Election of the Board of Directors and the Auditor
The Annual General Meeting confirmed that the number of Board members shall be set at seven. It was decided to elect the following persons to seats on the company's Board of Directors: Ilkka Brotherus, Eino Halonen, Reino Hanhinen, Asmo Kalpala, Mikko Kivimäki, Teuvo Salminen and Antti Tanskanen.
The Annual General Meeting decided to elect SVH Pricewaterhouse-Coopers Oy, Authorized Public Accountants, as the company's auditor responsible for auditing the company's administration and accounts during the current financial period. SVH Pricewaterhouse-Coopers has appointed Pekka Nikula, M.Sc. (Econ.), Authorized Public Accountant, as chief auditor.
Amendment to Article 8 of the Articles of Association
The Annual General Meeting unanimously decided to approve the amendment to Article 8 of the Articles of Association in accordance with the proposal by the Board of Directors. The amendment is based on the change in the Companies Act which came into force on January 1, 2001. The amended section reads as follows: "In order to be entitled to attend the Annual General Meeting, the shareholder shall notify the company, not later than on the date specified in the invitation to the meeting, which date may be at the earliest ten days before the meeting." In other respects, the Article remains unaltered.
Purchasing of the company's own shares (share buyback)
The Annual General Meeting unanimously decided to purchase a minimum of 200 to a maximum of 700,000 of the company's own shares with distributable shareholders' equity in accordance with the proposal by the Board of Directors. The Board's proposal was made public in a stock exchange release at 8:15 on February 9, 2001.
Authorizing the Board of Directors to decide on the disposal of the company's own shares
The Annual General Meeting unanimously resolved to authorize the Board of Directors to decide on the disposal of a maximum of 797,300 of its own shares which have been previously acquired by the company or will be acquired for the company on the basis of the decision described above in such a manner and for such purposes as are meant in the proposal by the Board of Directors.
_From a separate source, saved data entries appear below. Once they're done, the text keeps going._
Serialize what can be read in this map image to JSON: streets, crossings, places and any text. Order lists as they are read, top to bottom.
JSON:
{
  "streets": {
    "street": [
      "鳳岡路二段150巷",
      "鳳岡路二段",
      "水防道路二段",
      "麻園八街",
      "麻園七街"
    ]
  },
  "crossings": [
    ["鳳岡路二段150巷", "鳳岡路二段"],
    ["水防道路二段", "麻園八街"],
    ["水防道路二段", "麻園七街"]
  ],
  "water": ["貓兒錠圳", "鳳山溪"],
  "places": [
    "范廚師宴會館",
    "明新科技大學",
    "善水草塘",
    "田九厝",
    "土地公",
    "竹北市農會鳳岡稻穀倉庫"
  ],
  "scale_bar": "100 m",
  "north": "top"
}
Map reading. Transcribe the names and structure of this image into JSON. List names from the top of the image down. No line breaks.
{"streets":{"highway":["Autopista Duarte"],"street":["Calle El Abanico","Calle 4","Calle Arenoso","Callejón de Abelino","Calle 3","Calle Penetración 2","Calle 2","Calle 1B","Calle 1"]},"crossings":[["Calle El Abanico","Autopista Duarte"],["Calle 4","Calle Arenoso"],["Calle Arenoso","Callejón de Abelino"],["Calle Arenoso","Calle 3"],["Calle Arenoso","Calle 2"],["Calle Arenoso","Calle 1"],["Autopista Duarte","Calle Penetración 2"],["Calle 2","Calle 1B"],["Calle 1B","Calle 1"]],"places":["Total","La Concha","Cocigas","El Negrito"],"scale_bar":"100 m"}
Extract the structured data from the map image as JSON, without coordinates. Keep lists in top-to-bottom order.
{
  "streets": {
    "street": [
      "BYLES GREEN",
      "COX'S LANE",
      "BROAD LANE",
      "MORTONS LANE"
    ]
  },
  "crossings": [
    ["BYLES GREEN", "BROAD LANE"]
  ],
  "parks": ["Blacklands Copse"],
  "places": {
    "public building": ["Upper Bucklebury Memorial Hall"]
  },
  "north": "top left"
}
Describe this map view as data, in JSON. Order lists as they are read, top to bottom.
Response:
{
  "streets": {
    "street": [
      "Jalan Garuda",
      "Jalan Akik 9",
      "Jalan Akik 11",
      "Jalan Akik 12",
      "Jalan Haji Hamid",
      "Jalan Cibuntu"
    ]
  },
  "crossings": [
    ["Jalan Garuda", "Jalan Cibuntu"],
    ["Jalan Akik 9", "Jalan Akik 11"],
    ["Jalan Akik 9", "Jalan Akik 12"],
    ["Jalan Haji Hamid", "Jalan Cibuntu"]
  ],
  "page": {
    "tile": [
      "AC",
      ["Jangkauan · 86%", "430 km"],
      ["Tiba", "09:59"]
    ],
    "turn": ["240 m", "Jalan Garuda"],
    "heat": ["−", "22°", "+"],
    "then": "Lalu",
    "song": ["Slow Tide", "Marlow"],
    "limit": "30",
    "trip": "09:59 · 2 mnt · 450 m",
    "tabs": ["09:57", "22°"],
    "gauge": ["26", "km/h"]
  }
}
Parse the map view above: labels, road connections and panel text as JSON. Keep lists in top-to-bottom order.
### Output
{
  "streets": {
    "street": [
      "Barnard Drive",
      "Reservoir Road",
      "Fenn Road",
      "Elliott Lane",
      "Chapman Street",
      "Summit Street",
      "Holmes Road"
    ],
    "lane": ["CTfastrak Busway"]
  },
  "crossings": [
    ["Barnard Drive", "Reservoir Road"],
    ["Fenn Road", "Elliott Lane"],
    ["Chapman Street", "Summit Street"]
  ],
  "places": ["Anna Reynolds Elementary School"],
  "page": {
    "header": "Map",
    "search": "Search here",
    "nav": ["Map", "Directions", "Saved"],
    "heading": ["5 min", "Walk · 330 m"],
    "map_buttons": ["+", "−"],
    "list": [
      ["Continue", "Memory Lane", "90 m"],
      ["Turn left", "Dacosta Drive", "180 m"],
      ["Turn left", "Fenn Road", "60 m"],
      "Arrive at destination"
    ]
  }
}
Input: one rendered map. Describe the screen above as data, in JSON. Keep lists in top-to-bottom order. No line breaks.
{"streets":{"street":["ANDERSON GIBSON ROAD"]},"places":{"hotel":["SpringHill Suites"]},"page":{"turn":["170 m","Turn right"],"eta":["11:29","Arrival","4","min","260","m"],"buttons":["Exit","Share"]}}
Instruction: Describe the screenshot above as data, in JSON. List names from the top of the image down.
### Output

It was noted that the Board of Directors had, on February 26, 2001, transferred 660,000 of its own shares as part of the purchase price of Calor AB on the basis of the authorization granted to the Board of Directors by the Annual General Meeting on March 6, 2000, and that thus the company holds 97,300 of its own shares. The Board's proposal was made public in a stock exchange release at 8:15 on February 9, 2001.